Der Prozess endete mit Freispruch.

Ebenso die Revision im Jahr danach. Vorsitzender Richter in beiden Fällen: der Nazijurist Walter Tyrolf, bis 1945  Staatsanwalt am Sondergericht Hamburg. Da hatte er, auch in Ba­gatellfällen, mehrfach für die Todesstrafe plädiert. Und die wurde vollstreckt.

Siebzig Jahre sind inzwischen vergangen. Ein Menschenleben. Was aber sind schon siebzig Jahre? Was ist ein Menschenleben? Vielleicht auch nur »ein Fliegenschiss«?

Am 4. Oktober 2001 strahlte der NDR eine filmische Rekonstruktion des Prozesses aus: »Jud Süß – Ein Film als Verbrechen?«

Eingangs Ralph Giordano: »Der Prozess war ein Spiegelbild der Nachkriegsgesellschaft.

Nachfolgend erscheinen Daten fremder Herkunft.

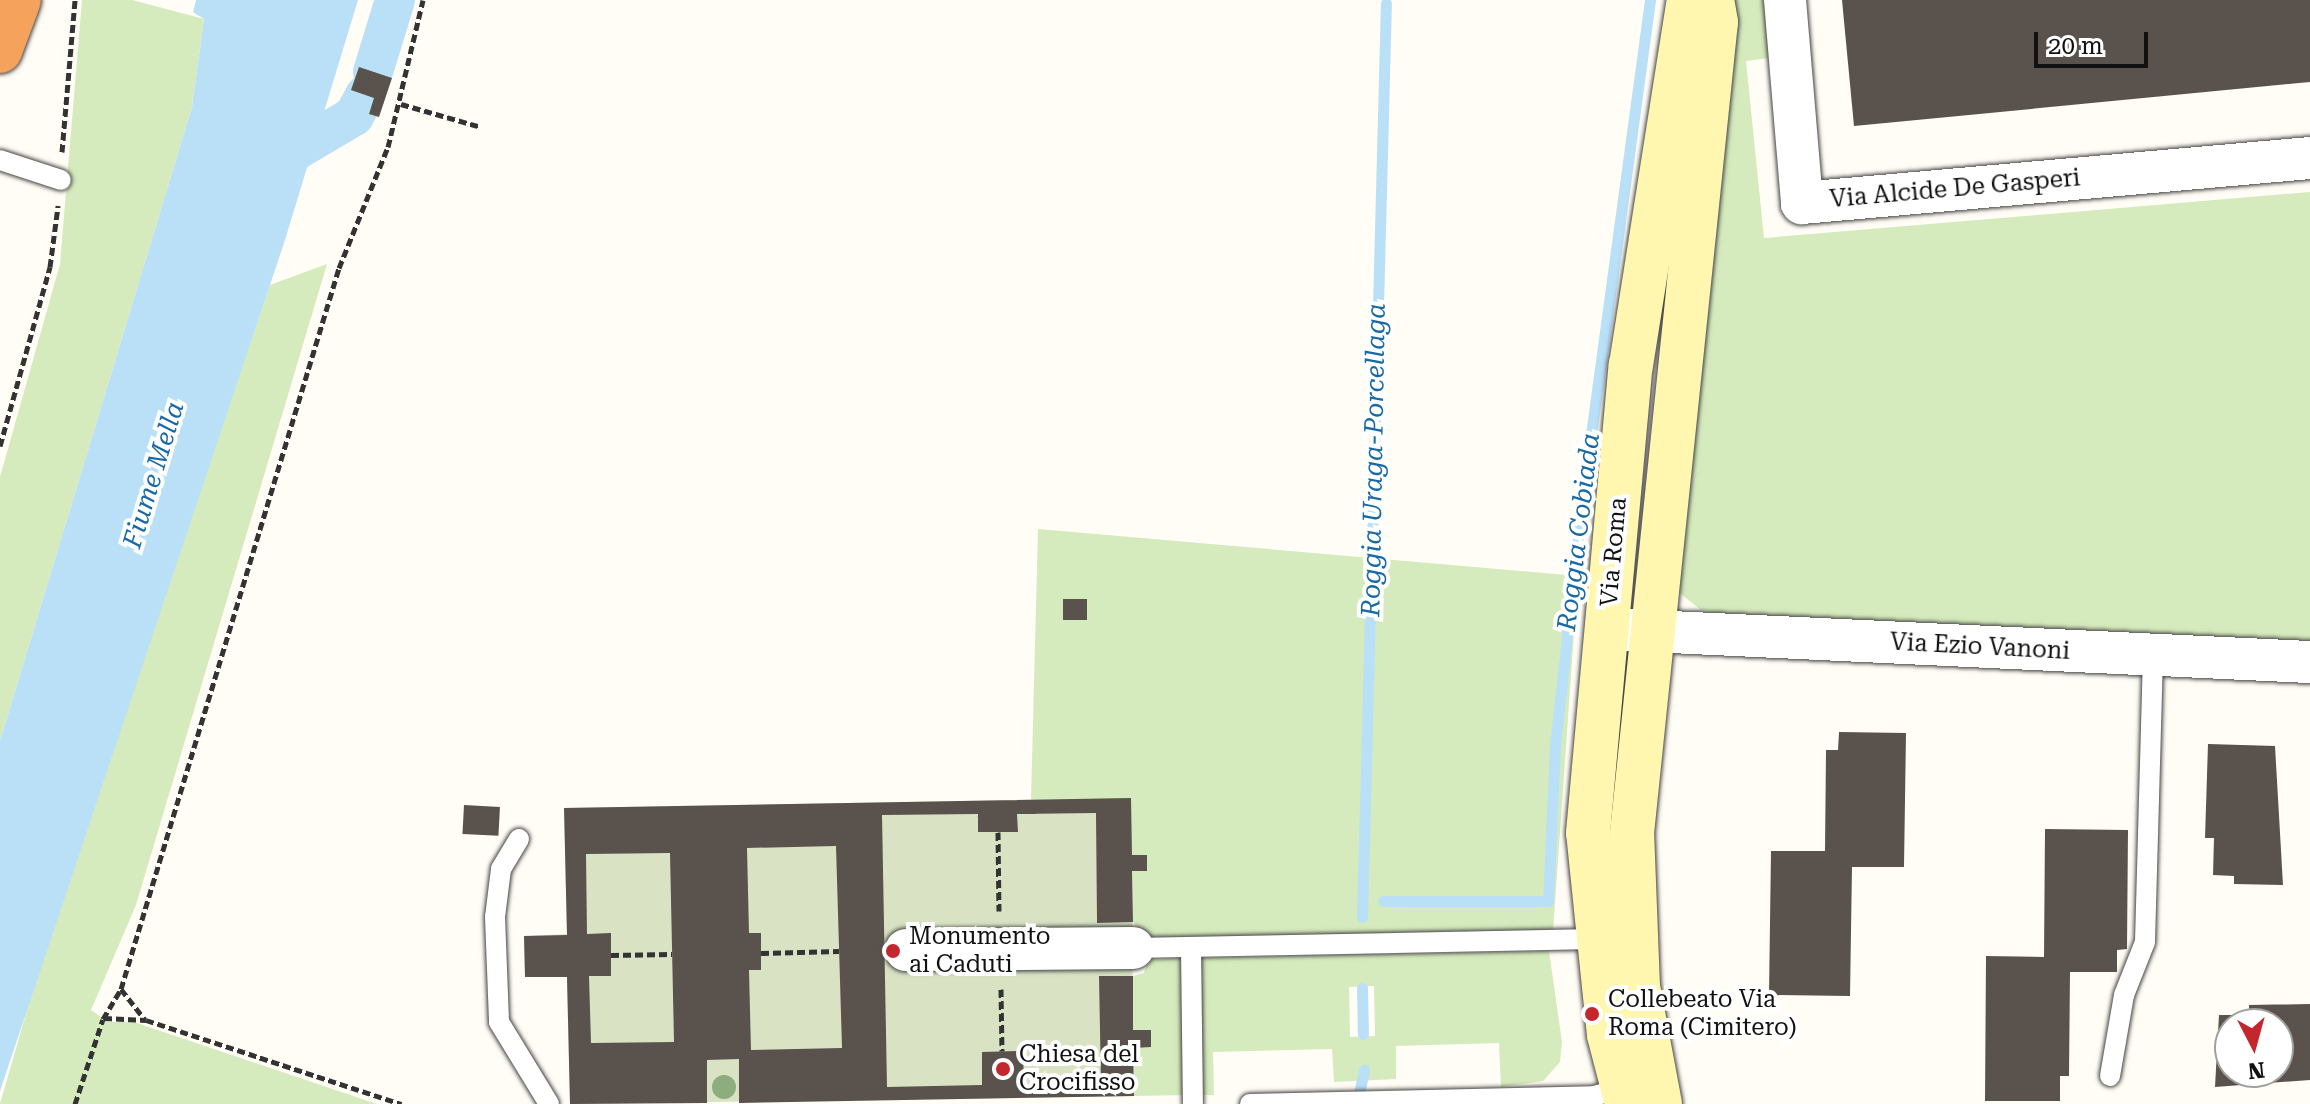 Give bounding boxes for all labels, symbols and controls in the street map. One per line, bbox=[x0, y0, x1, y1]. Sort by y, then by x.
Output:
scale bar bbox=[2038, 16, 2152, 66]
text: 20 m bbox=[2048, 32, 2103, 60]
street label: Via Alcide De Gasperi bbox=[1829, 164, 2081, 214]
water label: Roggia Uraga-Porcellaga bbox=[1356, 303, 1392, 617]
water label: Fiume Mella bbox=[117, 398, 191, 552]
water label: Roggia Cobiada bbox=[1551, 431, 1607, 633]
street label: Via Roma bbox=[1595, 496, 1633, 608]
street label: Via Ezio Vanoni bbox=[1889, 628, 2071, 666]
place label: Monumento ai Caduti bbox=[909, 923, 1051, 979]
marker: Monumento ai Caduti bbox=[884, 942, 902, 960]
place label: Collebeato Via Roma (Cimitero) bbox=[1608, 986, 1797, 1042]
marker: Collebeato Via Roma (Cimitero) bbox=[1583, 1005, 1601, 1023]
north arrow bbox=[2214, 1008, 2294, 1088]
place label: Chiesa del Crocifisso bbox=[1019, 1041, 1139, 1097]
text: N bbox=[2247, 1057, 2266, 1084]
marker: Chiesa del Crocifisso bbox=[994, 1060, 1012, 1078]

Die­ses Deutschland von damals war in den Klauen des Revisionismus, in den Klauen dessen, was ich die ›zweite Schuld‹ genannt habe: Die Verdrängung und Verleumdung der ersten Schuld und der Hitler-Taten nach 1945, nicht nur rhetorisch und moralisch, sondern tief insti­tutionalisiert durch den ›großen Frieden‹ mit den Tätern.« [5]

Sehr vieles kam zur Sprache in jenem Prozess. Es wurde bezeugt und entgegnet, argu­mentiert, verworfen, gelogen, provoziert, geheuchelt, behauptet. Und zitiert. Immer und immer wieder aus Goebbels´ Tagebuch. Zum Beispiel: »Mit Harlan und Müller den Jud-Süßfilm besprochen. Harlan, der die Regie führen soll, hat da eine Menge neuer Ideen.« (5. Dezember 1939)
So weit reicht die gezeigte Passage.